(Collected data)
○ ○ ○ ○ ○ ○ ○

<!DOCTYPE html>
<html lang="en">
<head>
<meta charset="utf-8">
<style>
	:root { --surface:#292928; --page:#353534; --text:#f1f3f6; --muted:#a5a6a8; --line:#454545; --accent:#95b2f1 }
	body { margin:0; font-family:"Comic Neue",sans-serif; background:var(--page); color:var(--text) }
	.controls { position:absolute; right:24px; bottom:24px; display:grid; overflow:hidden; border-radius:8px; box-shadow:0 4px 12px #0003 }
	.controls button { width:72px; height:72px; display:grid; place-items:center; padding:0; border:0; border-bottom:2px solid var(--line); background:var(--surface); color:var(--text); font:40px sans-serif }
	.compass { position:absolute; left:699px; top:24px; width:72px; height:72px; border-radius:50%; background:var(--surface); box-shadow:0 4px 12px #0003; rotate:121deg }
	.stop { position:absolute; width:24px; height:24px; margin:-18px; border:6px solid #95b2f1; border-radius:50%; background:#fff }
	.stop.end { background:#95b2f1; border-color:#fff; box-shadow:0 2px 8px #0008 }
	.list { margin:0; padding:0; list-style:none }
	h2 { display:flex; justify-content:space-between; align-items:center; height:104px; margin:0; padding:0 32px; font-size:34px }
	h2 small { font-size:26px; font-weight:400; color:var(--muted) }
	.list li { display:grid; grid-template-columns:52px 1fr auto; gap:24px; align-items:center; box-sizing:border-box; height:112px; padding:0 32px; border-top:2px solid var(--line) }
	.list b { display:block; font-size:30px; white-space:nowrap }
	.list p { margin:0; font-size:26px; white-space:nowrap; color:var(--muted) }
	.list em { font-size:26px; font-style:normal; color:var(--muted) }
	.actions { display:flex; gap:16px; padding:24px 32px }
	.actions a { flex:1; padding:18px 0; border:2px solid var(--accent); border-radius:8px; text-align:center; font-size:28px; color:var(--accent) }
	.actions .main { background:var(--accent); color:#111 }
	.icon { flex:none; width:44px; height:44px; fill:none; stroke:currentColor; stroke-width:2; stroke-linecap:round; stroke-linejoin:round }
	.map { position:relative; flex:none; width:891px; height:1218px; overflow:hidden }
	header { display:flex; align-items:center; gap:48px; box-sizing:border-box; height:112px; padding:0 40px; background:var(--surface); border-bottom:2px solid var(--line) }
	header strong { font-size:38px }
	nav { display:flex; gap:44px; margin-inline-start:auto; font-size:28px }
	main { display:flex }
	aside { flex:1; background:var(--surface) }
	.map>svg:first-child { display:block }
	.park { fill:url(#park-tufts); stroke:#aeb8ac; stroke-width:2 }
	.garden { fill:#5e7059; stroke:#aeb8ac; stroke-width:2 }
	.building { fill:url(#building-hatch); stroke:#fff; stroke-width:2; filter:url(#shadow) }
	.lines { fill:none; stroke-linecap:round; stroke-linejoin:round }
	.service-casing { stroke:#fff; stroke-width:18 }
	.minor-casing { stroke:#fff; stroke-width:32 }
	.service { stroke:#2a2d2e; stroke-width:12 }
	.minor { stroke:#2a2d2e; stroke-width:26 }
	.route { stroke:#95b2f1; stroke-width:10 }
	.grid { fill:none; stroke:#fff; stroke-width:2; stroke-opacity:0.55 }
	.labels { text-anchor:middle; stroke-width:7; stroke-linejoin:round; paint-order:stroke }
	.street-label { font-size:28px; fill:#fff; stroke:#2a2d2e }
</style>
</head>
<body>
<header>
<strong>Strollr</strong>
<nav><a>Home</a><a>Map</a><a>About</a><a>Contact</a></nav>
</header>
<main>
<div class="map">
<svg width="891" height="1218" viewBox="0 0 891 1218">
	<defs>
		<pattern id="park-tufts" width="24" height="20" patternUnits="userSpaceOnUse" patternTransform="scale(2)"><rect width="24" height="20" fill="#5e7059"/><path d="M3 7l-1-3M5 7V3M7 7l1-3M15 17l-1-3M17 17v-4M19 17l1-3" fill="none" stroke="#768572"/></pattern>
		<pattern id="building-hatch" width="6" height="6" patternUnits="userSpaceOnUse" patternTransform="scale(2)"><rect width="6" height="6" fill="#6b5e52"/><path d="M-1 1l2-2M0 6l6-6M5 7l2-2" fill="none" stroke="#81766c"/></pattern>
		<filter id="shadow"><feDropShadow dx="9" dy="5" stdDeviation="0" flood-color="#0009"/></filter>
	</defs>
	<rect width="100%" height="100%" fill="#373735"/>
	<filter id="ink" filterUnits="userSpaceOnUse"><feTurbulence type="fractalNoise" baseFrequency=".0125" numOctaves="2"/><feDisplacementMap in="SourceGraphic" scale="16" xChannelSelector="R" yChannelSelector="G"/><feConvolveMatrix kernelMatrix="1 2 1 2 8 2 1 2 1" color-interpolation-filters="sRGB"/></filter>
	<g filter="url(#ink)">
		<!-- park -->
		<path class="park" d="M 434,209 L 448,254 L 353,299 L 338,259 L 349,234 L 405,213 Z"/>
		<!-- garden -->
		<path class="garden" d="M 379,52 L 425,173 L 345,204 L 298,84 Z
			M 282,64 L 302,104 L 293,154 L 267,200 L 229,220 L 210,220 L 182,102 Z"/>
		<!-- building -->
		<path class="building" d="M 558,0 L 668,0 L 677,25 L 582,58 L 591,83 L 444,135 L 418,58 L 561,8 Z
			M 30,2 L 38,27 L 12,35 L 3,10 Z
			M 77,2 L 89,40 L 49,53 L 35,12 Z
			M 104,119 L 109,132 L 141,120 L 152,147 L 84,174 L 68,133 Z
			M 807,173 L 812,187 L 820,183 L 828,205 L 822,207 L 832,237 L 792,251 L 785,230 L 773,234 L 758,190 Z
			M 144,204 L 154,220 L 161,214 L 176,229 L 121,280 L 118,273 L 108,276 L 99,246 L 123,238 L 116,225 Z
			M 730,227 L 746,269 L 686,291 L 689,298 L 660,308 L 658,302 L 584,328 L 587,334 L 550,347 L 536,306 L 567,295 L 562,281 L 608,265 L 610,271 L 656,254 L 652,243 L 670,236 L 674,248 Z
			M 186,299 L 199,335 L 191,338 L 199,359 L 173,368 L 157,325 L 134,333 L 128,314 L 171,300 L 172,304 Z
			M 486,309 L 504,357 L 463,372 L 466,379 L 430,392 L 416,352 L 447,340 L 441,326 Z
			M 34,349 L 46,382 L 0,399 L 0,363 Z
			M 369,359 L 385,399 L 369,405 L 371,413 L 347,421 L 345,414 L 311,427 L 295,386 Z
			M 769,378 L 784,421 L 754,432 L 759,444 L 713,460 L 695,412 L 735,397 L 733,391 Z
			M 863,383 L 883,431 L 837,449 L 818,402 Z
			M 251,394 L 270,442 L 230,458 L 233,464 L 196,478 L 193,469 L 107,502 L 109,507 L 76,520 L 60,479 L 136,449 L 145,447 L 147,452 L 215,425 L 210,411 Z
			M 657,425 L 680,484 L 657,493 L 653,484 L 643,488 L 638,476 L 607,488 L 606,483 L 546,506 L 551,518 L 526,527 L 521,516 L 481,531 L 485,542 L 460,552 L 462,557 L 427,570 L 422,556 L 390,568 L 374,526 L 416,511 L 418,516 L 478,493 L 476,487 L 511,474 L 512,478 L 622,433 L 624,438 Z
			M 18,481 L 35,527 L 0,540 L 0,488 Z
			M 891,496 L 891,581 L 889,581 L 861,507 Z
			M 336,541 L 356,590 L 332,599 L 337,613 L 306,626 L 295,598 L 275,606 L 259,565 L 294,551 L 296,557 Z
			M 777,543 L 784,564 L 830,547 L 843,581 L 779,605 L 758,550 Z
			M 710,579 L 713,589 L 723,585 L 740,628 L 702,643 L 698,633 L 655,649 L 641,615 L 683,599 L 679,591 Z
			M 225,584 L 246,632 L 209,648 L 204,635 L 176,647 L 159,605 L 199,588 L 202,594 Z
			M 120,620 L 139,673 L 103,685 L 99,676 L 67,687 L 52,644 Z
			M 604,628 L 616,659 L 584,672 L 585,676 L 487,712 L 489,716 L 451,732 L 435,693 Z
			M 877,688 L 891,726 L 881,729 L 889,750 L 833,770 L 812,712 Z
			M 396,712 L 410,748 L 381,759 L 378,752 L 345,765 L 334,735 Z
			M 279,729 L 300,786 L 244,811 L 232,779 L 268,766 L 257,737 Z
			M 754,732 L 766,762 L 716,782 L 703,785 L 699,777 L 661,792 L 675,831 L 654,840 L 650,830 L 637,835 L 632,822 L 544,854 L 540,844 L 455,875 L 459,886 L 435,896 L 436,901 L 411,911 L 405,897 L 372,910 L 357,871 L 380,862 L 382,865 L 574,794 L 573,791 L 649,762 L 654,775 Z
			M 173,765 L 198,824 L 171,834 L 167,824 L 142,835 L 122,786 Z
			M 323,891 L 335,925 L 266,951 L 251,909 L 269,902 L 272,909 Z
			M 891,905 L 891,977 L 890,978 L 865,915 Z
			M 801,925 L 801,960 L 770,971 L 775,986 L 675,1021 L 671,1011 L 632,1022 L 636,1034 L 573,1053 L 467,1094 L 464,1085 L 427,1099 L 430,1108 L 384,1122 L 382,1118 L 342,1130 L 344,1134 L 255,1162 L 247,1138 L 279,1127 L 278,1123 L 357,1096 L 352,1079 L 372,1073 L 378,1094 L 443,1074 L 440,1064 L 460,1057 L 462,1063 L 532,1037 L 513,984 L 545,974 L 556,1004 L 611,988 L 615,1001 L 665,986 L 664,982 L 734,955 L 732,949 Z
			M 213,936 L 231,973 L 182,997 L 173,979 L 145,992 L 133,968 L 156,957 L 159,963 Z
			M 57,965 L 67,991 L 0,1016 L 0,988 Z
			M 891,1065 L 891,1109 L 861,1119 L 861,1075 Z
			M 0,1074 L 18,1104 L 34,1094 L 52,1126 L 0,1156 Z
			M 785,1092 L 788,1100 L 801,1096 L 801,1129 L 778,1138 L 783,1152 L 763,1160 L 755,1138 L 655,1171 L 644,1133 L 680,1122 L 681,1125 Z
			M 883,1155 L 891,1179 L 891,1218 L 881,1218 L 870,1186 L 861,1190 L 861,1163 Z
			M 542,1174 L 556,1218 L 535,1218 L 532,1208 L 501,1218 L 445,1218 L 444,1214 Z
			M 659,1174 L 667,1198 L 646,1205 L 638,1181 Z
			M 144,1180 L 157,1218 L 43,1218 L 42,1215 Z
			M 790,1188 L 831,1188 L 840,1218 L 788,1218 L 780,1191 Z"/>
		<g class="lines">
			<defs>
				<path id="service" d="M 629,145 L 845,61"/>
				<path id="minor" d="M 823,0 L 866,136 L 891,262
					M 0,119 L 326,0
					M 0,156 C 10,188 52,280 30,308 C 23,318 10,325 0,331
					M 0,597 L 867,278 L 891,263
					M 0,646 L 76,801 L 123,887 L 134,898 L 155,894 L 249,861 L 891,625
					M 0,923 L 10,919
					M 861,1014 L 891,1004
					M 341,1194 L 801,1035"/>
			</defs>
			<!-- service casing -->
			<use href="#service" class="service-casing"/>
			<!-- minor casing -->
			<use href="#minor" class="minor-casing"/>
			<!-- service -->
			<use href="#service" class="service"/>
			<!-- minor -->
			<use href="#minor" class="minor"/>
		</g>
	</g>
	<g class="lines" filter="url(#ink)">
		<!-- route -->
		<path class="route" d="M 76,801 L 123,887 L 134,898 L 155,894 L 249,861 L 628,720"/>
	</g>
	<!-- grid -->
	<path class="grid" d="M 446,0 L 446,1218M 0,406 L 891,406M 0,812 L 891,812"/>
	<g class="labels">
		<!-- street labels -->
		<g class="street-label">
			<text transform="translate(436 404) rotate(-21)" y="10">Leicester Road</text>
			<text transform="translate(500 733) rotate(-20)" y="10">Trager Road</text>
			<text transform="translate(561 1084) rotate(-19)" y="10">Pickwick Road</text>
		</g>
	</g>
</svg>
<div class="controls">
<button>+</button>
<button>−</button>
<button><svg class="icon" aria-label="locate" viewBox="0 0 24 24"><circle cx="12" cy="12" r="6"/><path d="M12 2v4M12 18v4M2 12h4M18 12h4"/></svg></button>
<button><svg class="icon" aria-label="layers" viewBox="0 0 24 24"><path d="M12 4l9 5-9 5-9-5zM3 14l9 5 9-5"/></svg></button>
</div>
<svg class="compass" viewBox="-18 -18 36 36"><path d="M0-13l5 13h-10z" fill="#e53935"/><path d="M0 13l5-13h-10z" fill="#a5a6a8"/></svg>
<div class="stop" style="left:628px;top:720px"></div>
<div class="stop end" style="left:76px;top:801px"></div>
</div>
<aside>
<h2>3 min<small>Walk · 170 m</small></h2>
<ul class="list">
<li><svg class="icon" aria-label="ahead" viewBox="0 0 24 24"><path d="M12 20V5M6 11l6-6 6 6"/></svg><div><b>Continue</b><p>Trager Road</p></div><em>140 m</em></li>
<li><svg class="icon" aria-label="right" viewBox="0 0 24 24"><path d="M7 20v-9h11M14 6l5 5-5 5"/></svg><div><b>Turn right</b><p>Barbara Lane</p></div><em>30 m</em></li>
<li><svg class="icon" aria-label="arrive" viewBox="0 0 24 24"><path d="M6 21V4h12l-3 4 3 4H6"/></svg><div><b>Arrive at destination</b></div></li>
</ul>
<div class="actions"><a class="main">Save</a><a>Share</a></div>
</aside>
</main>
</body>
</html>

○ ○ ○ ○ ○ ○ ○

Assigned task:
Could you retype exactly the lines from the first one of the records through the line containing "width:72px; height:72px; display:grid;", both included, and nothing more?

Answer to the exercise:
<!DOCTYPE html>
<html lang="en">
<head>
<meta charset="utf-8">
<style>
	:root { --surface:#292928; --page:#353534; --text:#f1f3f6; --muted:#a5a6a8; --line:#454545; --accent:#95b2f1 }
	body { margin:0; font-family:"Comic Neue",sans-serif; background:var(--page); color:var(--text) }
	.controls { position:absolute; right:24px; bottom:24px; display:grid; overflow:hidden; border-radius:8px; box-shadow:0 4px 12px #0003 }
	.controls button { width:72px; height:72px; display:grid; place-items:center; padding:0; border:0; border-bottom:2px solid var(--line); background:var(--surface); color:var(--text); font:40px sans-serif }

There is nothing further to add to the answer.